EXERCISE DESCRIPTION –
Your answer must be every line of the data below that holds the string "header", copied exactly.
==*==
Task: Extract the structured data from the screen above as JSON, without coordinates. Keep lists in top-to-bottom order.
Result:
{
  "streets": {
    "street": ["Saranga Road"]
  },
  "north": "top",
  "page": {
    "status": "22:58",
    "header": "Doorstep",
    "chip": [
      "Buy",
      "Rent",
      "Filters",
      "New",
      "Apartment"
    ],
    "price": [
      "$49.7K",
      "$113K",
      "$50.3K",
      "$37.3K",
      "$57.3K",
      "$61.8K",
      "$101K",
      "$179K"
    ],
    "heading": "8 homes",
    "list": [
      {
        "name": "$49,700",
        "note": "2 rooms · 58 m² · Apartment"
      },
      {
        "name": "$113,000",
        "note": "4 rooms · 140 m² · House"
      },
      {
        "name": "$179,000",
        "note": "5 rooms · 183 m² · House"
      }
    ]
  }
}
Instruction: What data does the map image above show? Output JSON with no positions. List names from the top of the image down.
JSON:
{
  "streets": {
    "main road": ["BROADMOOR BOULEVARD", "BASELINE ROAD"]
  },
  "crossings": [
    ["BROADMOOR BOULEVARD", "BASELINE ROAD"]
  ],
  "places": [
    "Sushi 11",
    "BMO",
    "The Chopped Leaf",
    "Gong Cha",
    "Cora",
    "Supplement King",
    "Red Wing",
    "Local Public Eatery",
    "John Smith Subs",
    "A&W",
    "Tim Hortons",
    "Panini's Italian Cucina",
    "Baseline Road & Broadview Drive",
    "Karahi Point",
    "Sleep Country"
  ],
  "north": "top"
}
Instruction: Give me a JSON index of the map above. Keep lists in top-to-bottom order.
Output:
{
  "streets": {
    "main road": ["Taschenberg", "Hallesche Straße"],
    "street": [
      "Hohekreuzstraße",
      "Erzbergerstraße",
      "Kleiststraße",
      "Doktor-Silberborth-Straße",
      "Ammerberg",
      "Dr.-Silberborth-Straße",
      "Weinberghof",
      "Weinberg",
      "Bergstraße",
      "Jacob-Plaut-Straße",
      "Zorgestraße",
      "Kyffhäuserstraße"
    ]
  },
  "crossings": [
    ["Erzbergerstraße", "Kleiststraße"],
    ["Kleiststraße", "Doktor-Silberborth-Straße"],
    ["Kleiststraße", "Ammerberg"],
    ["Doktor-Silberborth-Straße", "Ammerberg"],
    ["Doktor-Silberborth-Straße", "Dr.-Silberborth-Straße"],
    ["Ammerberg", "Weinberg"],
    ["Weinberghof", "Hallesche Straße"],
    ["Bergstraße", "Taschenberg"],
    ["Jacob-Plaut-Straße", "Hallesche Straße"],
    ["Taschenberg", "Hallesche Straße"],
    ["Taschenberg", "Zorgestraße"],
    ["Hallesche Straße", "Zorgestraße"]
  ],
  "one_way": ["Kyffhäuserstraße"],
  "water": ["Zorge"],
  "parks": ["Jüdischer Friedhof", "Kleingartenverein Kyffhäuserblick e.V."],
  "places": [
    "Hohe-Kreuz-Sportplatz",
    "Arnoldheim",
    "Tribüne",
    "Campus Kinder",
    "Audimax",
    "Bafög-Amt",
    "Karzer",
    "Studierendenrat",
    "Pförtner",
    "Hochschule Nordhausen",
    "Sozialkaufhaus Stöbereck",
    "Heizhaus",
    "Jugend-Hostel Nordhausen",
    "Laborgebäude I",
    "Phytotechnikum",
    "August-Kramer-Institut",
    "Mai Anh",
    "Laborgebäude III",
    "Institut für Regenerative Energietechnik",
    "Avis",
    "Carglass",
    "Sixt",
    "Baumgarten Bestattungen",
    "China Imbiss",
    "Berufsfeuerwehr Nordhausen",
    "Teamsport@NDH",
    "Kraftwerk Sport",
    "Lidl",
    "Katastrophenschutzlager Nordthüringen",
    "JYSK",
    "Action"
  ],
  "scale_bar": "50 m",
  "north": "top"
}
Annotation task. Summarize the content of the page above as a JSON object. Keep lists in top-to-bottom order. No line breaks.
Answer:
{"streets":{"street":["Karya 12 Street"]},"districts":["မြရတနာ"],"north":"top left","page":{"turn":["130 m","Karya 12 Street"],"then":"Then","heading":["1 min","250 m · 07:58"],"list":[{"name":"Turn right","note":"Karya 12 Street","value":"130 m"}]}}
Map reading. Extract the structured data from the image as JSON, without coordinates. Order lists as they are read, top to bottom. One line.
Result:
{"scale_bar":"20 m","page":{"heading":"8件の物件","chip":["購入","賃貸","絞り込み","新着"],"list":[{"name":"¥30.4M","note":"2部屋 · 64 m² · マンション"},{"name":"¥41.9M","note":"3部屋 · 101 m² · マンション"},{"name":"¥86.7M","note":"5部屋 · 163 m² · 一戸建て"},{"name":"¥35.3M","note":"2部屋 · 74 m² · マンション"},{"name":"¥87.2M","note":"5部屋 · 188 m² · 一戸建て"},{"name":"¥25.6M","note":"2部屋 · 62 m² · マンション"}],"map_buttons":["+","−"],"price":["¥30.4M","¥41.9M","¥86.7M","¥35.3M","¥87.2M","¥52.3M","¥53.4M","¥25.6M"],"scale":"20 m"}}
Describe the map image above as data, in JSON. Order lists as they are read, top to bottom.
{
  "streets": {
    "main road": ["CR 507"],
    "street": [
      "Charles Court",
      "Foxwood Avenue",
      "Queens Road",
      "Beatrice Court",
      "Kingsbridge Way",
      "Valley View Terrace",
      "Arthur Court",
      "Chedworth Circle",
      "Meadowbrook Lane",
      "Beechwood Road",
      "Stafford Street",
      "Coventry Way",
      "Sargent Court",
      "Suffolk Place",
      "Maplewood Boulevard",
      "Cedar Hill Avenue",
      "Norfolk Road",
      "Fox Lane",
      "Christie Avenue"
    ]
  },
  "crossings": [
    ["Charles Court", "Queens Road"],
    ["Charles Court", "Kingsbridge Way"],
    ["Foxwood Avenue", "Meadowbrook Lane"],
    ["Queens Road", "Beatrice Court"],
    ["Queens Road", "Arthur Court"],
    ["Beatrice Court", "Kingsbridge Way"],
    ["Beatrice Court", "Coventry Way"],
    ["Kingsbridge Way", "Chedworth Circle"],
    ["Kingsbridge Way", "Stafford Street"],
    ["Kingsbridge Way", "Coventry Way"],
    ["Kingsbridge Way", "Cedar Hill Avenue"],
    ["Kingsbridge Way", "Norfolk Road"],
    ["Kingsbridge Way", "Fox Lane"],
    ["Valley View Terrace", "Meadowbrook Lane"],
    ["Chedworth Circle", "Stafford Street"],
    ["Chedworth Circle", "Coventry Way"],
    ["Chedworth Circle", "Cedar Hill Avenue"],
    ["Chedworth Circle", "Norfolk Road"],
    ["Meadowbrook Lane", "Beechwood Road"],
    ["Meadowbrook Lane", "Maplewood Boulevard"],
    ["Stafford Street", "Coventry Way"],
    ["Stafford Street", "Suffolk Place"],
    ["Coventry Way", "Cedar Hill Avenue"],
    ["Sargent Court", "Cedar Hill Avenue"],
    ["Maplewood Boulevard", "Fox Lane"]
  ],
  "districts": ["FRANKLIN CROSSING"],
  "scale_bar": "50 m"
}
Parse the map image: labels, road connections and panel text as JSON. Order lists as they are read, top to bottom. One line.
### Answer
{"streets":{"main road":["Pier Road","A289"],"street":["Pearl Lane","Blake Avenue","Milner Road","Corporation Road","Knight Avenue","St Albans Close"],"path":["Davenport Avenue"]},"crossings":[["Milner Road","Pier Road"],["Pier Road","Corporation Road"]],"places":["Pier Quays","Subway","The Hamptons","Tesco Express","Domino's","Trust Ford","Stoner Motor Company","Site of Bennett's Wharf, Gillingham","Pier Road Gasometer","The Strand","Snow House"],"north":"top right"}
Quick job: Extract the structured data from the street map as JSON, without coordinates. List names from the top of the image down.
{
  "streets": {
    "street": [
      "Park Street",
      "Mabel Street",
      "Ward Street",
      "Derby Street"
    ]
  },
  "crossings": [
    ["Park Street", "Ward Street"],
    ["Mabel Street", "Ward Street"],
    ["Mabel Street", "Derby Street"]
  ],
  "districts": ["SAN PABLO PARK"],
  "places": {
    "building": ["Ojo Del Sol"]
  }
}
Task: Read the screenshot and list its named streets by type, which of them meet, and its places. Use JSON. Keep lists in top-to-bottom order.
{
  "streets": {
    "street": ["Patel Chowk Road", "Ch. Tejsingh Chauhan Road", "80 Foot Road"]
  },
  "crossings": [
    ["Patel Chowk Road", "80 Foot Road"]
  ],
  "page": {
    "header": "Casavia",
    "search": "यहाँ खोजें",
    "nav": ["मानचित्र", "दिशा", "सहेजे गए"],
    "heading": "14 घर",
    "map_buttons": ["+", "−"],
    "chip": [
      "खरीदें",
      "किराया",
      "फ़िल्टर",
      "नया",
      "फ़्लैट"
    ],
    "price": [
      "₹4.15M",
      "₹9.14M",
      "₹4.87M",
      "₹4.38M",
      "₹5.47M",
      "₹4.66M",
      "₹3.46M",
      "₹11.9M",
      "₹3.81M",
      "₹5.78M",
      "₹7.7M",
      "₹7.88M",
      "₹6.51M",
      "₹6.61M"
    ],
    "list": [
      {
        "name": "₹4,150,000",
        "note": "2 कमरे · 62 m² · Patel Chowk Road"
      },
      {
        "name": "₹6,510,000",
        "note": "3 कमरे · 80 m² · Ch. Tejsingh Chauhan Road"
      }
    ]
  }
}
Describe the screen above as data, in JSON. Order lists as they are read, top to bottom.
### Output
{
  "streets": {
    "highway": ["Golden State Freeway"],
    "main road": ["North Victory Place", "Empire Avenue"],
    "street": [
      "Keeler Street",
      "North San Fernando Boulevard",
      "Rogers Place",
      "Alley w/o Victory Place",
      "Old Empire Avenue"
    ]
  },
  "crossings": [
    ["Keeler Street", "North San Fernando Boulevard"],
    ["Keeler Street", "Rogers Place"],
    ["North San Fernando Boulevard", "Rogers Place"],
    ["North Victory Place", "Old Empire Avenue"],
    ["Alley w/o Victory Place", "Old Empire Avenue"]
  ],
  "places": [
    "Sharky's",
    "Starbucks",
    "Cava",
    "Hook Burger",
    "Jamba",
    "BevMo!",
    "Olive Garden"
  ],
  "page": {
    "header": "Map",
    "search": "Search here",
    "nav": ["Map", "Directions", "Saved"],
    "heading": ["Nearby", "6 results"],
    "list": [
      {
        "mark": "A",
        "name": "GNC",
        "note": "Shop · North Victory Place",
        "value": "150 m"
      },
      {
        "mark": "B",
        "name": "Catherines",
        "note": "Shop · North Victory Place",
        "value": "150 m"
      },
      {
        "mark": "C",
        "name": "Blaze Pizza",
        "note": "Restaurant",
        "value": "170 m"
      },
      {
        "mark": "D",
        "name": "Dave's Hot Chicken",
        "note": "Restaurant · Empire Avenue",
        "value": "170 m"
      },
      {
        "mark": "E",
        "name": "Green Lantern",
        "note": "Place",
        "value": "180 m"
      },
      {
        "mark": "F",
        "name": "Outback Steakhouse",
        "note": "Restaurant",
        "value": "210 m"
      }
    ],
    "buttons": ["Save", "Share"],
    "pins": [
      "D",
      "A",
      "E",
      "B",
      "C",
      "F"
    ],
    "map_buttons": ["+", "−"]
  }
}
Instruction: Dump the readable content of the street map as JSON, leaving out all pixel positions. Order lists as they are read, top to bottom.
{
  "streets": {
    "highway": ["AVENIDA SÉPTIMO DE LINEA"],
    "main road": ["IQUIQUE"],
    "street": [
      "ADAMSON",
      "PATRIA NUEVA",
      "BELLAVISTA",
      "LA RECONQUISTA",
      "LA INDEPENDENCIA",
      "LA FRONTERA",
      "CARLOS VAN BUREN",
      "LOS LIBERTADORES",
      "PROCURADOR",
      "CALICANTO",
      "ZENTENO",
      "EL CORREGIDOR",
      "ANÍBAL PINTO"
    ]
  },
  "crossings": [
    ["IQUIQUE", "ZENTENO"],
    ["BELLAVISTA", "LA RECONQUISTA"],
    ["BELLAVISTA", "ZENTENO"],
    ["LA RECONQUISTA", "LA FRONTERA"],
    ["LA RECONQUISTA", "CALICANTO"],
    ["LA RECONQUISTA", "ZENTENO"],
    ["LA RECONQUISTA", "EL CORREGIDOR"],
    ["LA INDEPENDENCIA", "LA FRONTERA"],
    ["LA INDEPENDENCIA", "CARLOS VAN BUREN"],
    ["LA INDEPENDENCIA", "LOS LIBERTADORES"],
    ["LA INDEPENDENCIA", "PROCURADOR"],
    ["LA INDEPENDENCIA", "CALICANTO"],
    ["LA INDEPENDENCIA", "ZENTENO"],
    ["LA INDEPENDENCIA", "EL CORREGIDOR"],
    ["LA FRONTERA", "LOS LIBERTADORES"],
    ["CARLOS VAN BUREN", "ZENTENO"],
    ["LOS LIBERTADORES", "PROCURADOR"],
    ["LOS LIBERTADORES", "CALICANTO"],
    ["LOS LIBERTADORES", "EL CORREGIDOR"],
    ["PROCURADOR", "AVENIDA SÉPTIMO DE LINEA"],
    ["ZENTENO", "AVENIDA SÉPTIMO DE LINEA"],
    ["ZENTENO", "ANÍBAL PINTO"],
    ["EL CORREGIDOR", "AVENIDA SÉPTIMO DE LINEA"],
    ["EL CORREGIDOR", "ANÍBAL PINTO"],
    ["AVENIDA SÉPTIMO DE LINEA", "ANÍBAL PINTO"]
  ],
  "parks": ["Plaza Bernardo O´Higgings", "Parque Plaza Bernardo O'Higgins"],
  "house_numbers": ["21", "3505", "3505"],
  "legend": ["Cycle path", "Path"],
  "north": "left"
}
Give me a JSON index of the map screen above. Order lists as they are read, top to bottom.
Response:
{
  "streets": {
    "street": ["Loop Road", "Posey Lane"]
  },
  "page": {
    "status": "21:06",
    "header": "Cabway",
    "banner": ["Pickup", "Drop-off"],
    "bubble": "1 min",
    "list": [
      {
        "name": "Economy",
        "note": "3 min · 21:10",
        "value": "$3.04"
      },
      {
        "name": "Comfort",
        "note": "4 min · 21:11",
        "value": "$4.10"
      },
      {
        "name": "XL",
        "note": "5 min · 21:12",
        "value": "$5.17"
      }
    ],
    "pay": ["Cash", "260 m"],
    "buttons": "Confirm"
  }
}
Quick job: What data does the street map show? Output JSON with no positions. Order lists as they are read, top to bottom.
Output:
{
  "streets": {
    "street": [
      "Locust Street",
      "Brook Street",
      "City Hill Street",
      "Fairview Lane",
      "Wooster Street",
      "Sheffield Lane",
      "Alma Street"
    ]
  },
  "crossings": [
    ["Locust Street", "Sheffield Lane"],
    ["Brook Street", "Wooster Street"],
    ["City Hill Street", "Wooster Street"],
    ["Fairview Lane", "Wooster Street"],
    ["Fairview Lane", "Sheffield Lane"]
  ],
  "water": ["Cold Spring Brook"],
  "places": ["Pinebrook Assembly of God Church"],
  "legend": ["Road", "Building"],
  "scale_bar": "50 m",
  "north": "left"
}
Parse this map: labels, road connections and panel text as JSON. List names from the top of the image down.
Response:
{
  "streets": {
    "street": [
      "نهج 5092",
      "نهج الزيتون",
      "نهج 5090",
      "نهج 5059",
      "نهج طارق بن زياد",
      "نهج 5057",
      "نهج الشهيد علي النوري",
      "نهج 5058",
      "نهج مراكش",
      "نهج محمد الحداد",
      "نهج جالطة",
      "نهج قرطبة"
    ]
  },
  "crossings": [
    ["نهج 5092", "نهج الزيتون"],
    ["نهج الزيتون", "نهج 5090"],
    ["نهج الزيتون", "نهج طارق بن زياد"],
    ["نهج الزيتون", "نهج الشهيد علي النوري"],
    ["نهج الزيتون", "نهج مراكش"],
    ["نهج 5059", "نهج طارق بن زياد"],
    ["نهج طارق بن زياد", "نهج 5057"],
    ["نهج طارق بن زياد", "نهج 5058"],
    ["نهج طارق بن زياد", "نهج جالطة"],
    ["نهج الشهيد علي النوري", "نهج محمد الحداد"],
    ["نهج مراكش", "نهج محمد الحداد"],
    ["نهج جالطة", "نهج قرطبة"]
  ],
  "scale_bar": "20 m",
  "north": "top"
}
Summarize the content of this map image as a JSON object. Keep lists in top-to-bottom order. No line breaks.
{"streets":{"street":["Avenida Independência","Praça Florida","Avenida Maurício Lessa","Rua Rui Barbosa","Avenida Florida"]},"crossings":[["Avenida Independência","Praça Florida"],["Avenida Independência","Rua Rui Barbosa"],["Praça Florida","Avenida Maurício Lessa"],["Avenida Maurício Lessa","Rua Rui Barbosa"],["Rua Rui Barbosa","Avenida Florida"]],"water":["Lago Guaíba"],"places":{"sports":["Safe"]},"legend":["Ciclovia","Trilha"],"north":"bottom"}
==*==
SOLUTION FOR THIS TASK –
    "header": "Doorstep",
    "header": "Casavia",
    "header": "Map",
    "header": "Cabway",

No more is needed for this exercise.